Eklemeden geçmeyelim. Sadece sopayı tutan değil, bizzat sopanın kendisi de hesaplaşma peşindedir. Uzun bir süredir içerideki yumuşama tartışmaları, Yargıtay seçimleri, bilhassa Sinan Ateş cinayeti ve Ayhan Bora Kaplan soruşturmasında gerim gerim gerilen AKP-MHP ilişkilerinin geldiği noktada eline bir fırsat geçiren MHP Erdoğan’a dişini göstermiştir.
Ahmet Handan’ın Ölümü
Olan gariban mültecilere olmuştur. Sosyal medyada paylaşmaktan imtina etmedikleri görüntülerde faşist yağmacıların mülteci evlerini bastıkları, mültecileri darp ettikleri, dükkanları yağmaladıkları (bu kısmı küçümsemeyelim, yağmanın kurucu karakteri var bu topraklarda) görülüyor. Üstelik kolluk gözetiminde yaptılar bunu ki bu kısmı da çok tanıdıktır bizlere. Mala zarar vermekle, yağmalamakla kalmadılar. 17 yaşındaki Suriyeli Ahmet Handan bıçaklanarak katledildi Serik’te.

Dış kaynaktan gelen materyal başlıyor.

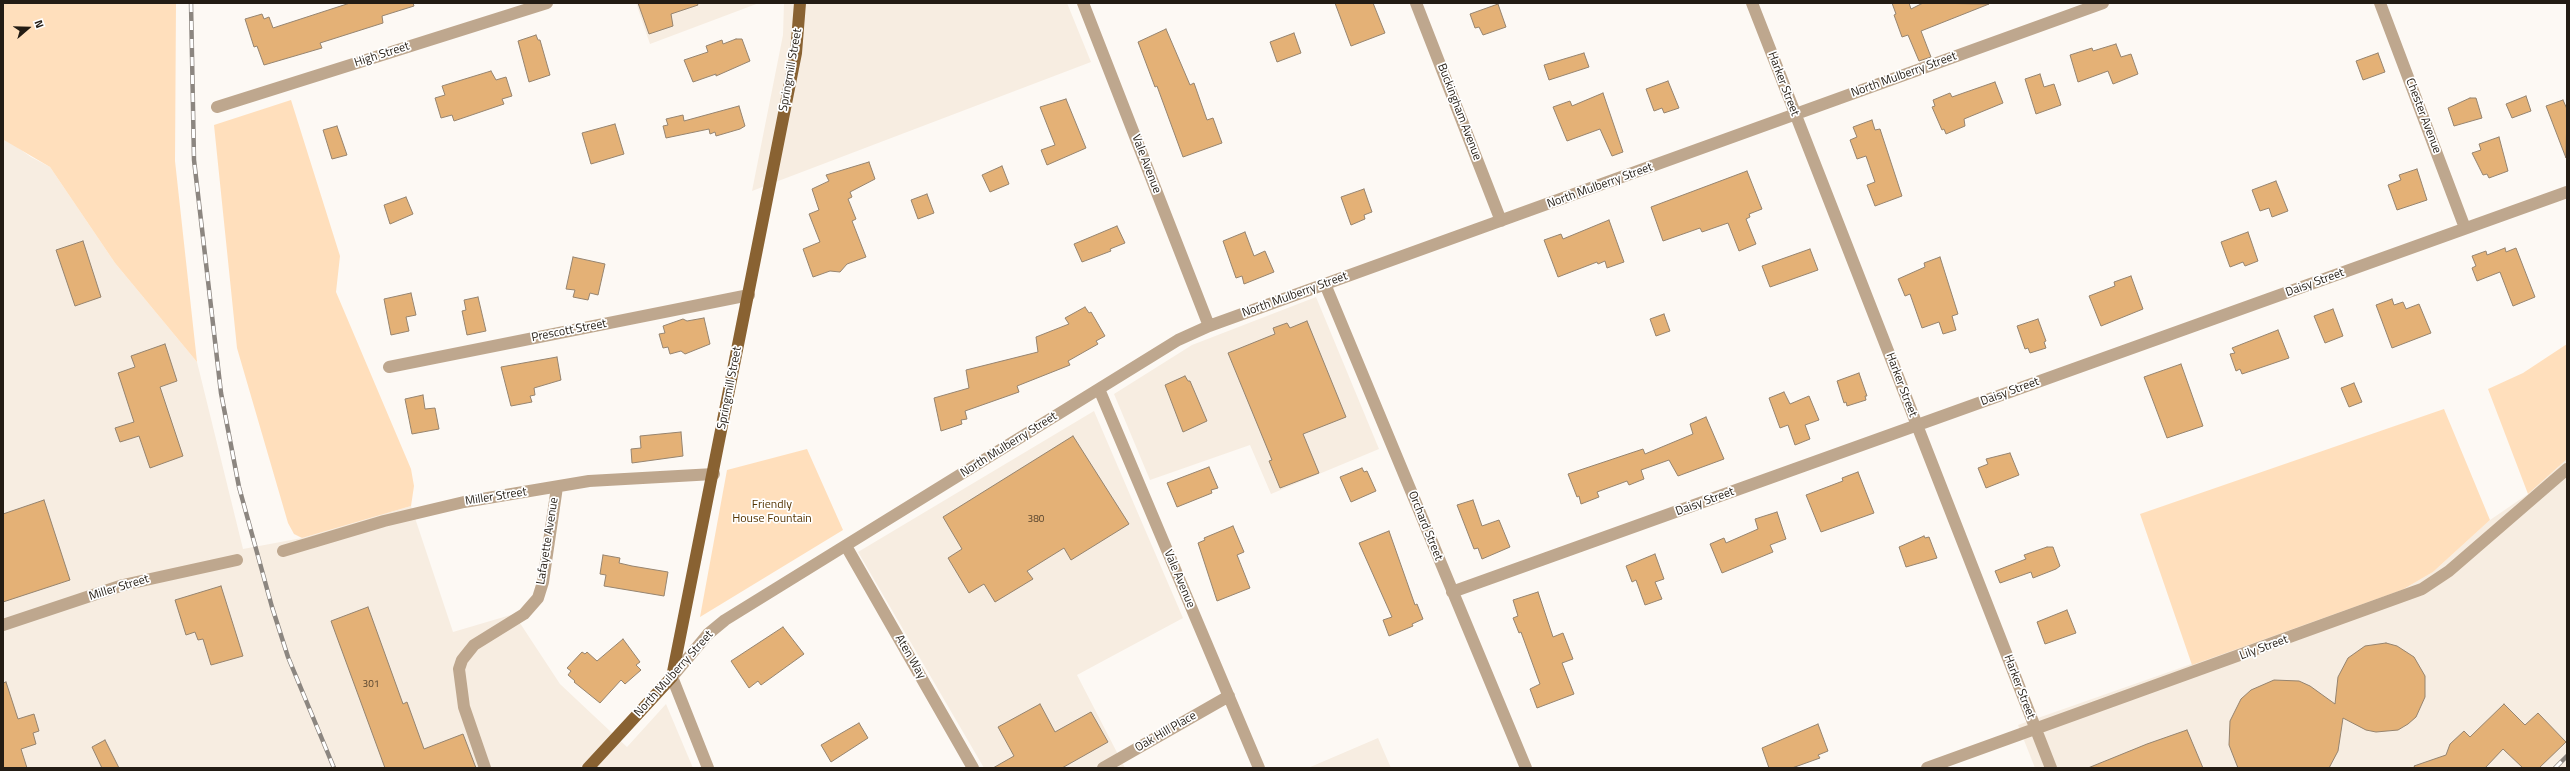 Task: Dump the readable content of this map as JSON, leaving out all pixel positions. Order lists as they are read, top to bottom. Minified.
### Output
{"streets":{"main road":["Springmill Street","North Mulberry Street"],"street":["High Street","Harker Street","Buckingham Avenue","Chester Avenue","Vale Avenue","Daisy Street","Prescott Street","Miller Street","Orchard Street","Lafayette Avenue","Lily Street","Aten Way","Oak Hill Place"]},"crossings":[["Springmill Street","North Mulberry Street"],["Springmill Street","Prescott Street"],["Springmill Street","Miller Street"],["North Mulberry Street","Harker Street"],["North Mulberry Street","Buckingham Avenue"],["North Mulberry Street","Vale Avenue"],["North Mulberry Street","Orchard Street"],["North Mulberry Street","Aten Way"],["Harker Street","Daisy Street"],["Harker Street","Lily Street"],["Chester Avenue","Daisy Street"],["Vale Avenue","Oak Hill Place"],["Daisy Street","Orchard Street"],["Miller Street","Lafayette Avenue"]],"parks":["Friendly House Fountain"],"house_numbers":["380","301"],"north":"right"}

İktidar içi kliklerin savaşı, ABD’nin Erdoğan’a vermek istediği mesaj bir yana. Buradan sonrası bizleri çok daha fazla ilgilendiren şeyler. Bizlerden kasıt halk güçlerinin siyasal öncülüğünü kurma iddiasındaki herkestir.
Ölümler konusundaki tepkisini siyasal dille yükselten bir toplumsallık yakın geçmişte tatmin edici bir düzeyde miydi, bu tartışılır elbette. Ama yakın geçmişte bilinçli siyasal tepkilerin daha gür çıktığı, aradan geçen zaman zarfında günden güne bu tepkilerin odağının zayıfladığı bir gerçek. Ölümlere siyasal tepkiler vermenin yerini seyirciliği ve ceset müşteriliği ile öne çıkan bir kitlenin aldığı da gerçek. İşçi cinayetleri, kadın cinayetleri, mülteci cinayetleri… Cinayetler cinayetlere ekleniyor, ölüm yaşam alanlarımızda kol geziyor. Bu cinayetlere güçlü bir siyasal tepki örgütlenemiyor.

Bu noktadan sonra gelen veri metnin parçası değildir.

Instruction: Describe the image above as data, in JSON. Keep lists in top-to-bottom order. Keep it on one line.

Siyasal bir sinizm ile geçmişe öykünmek ya da ülkenin çok bozduğundan dem vurarak efkarlanmak için söylenmiyor bunlar. Bu yaşanan her şey siyasal rejimle ilgili, onun dışında bir şeyden bahsetmiyoruz sonuçta. Onu alt edebilmek için onu daha fazla tanımlamaya ihtiyacımız var.
Bir Güruh Yaratmak
Bir kitle hareketi olarak faşizm, şef Erdoğan’ın siyasal ve ekonomik olarak kudretli, ihtişamlı yıllarına denk gelen dönemin bir ürünü olarak biçimlendi. Anayasal düzenlemelere yasal düzenlemelerin, yönetmeliklere kararnamelerin eklenerek biçimlendirildiği, vurucu gücün keskinleştirildiği bir devlet inşasına eşlik edecek bir dizi düzenlemeyle bir toplumsallık yaratmak gerekiyordu.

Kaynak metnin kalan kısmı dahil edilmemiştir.